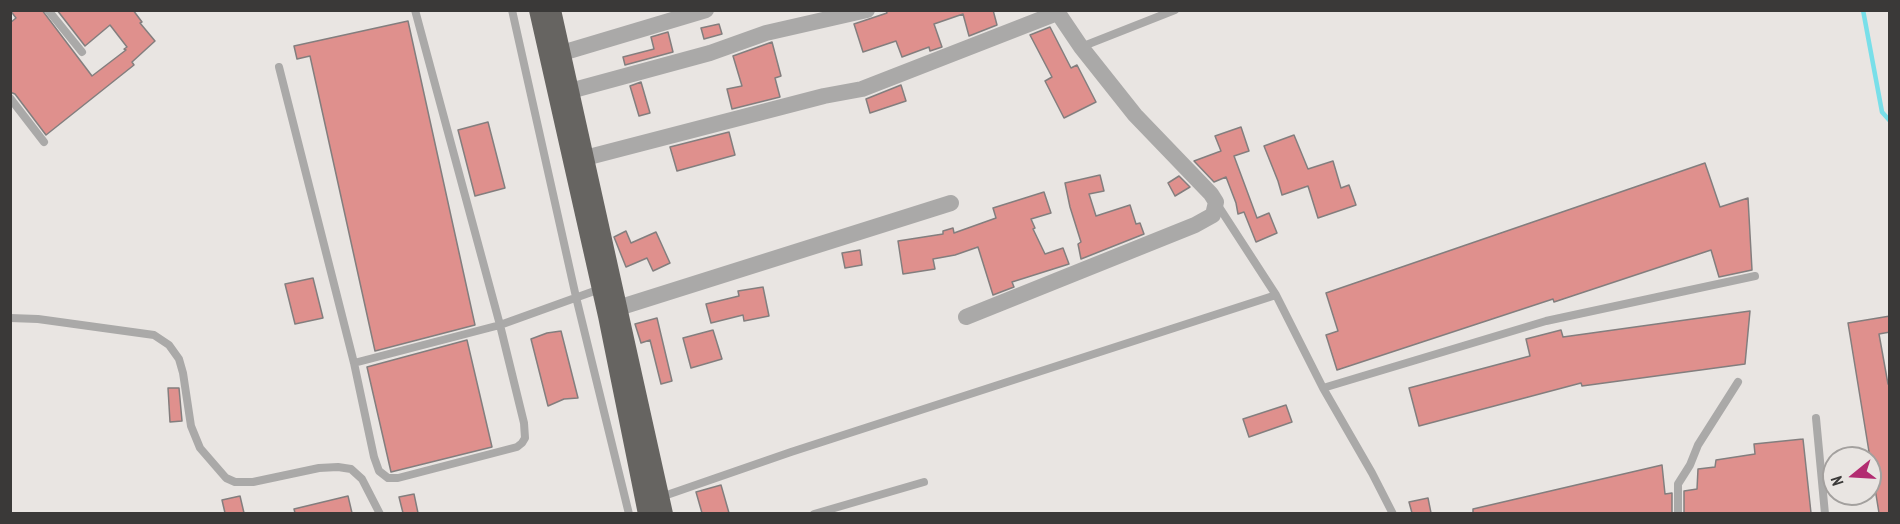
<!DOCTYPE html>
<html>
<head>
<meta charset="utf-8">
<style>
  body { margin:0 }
  #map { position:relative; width:1900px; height:524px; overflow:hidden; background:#e9e5e2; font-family:"PT Sans Narrow",sans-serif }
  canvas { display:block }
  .frame { position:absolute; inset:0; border:12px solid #3a3938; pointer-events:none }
  .north { position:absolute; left:1822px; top:446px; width:60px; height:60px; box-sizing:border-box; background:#e9e5e2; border:2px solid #a3a09e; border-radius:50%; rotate:252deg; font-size:16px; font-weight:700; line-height:24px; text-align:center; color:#3a3938 }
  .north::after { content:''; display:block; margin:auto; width:21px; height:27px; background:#b22c71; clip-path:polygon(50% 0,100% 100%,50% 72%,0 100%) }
</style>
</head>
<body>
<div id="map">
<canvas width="1900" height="524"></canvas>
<div class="frame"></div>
<div class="north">N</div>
</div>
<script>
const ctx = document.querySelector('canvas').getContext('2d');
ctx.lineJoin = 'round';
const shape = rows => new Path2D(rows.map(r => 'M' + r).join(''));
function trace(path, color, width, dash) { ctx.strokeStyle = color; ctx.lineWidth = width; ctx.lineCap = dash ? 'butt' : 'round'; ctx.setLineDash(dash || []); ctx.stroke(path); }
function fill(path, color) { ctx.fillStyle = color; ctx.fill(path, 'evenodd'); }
trace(shape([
  [1863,10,1882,112,1890,121]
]), '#79dfe9', 4.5);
const building = shape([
  [10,10,42,10,92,76,126,50,124,49,127,47,110,25,85,46,57,10,133,10,142,22,140,23,155,41,132,62,134,65,46,135,15,94,10,92,10,23,16,18,10,10],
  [886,10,993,10,997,25,969,36,963,14,934,24,942,47,930,51,929,47,902,57,896,41,863,52,854,24,887,13,886,10],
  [408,21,475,325,375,351,310,56,297,59,294,46,408,21],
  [719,24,722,34,704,39,701,28,719,24],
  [1050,27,1071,68,1077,65,1096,102,1064,118,1045,81,1052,77,1030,35,1050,27],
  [668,32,673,52,625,65,623,57,654,49,651,37,668,32],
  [772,42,781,76,775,78,780,97,732,109,727,89,742,86,733,56,772,42],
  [641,82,650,113,639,116,630,86,641,82],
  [901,85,906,101,870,113,866,99,901,85],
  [488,122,505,188,475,196,458,130,488,122],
  [1241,127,1249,151,1234,156,1257,218,1269,213,1277,233,1256,242,1244,212,1238,214,1236,203,1226,177,1214,182,1194,161,1221,151,1215,136,1241,127],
  [729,132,735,155,677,171,670,147,729,132],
  [1294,135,1308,169,1333,161,1341,188,1349,185,1356,205,1318,218,1308,186,1282,195,1278,181,1264,146,1294,135],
  [1705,163,1720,207,1748,198,1752,270,1719,277,1711,250,1554,302,1553,299,1337,370,1326,335,1338,331,1326,293,1705,163],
  [1100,175,1104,191,1089,194,1096,216,1130,205,1136,224,1140,223,1144,234,1081,259,1078,244,1081,242,1070,207,1065,183,1100,175],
  [1179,176,1190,187,1175,196,1168,183,1179,176],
  [1044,192,1051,213,1031,219,1035,228,1033,229,1045,254,1063,248,1069,264,1012,282,1014,287,993,295,978,247,955,255,933,259,935,269,903,274,898,241,943,234,943,231,953,228,954,233,996,218,993,208,1044,192],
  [626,231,631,243,656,232,670,263,653,271,647,258,626,267,614,237,626,231],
  [860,250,862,265,845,268,842,253,860,250],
  [313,278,323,318,295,324,285,284,313,278],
  [763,287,769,316,744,321,743,315,711,323,706,304,739,296,738,291,763,287],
  [1750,311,1745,364,1582,386,1581,383,1419,426,1409,388,1530,356,1526,339,1561,330,1563,337,1750,311],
  [1890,316,1890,332,1879,334,1888,384,1890,384,1890,513,1879,513,1848,323,1890,316],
  [657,318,672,381,661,384,650,340,641,343,635,324,657,318],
  [713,330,722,359,691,368,683,338,713,330],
  [561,331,578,398,564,399,548,406,531,339,547,333,561,331],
  [467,340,492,447,391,472,367,367,467,340],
  [168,388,179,388,182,421,170,422,168,388],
  [1286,405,1292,422,1249,437,1243,419,1286,405],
  [1803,439,1811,513,1684,513,1684,491,1697,489,1698,469,1715,467,1716,460,1755,454,1754,444,1803,439],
  [1662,465,1665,494,1672,493,1672,513,1473,513,1473,509,1662,465],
  [721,485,729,513,702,513,696,492,721,485],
  [414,494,418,513,403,513,399,497,414,494],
  [240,496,244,513,225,513,222,500,240,496],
  [348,496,352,513,295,513,294,509,348,496],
  [1428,498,1431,513,1412,513,1409,502,1428,498]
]);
fill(building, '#df908d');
trace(building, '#837e7e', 1.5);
trace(shape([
  [48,10,82,52],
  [512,10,576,297,629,514],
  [1081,47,1175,10],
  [279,67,354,363,374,457,379,471,388,478,398,478,517,447,522,443,525,438,524,423,500,325,415,10],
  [10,98,44,142],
  [1217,204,1276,295,1323,388,1372,473,1393,514],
  [10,318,38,319,154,335,169,345,179,359,183,373,191,426,200,448,226,478,235,482,253,482,319,468,338,467,351,469,362,479,380,514],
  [354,363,500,325,600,289],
  [1323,388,1546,321,1755,276],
  [1816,418,1825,514],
  [661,497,791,452,1276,295],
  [814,514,924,482],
  [1678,514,1678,484,1690,465,1698,445,1738,382]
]), '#aaa9a8', 8);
trace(shape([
  [562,53,706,10],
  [570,91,710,53,766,33,867,10],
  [585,158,824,96,862,89,1057,13],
  [618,308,951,203],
  [966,317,1195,225,1213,215,1216,202,1211,194,1135,115,1081,47,1056,10]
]), '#aaa9a8', 16);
trace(shape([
  [538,10,607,316,647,514],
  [552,10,664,514]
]), '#666461', 18);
</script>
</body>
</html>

+++

__Task instructions__
Copy out, word for word, the part of the entries above that begins at the line with "const shape = rows" and ends at the line with "function trace(path, color, width, dash)", including both.

__Exercise result__
const shape = rows => new Path2D(rows.map(r => 'M' + r).join(''));
function trace(path, color, width, dash) { ctx.strokeStyle = color; ctx.lineWidth = width; ctx.lineCap = dash ? 'butt' : 'round'; ctx.setLineDash(dash || []); ctx.stroke(path); }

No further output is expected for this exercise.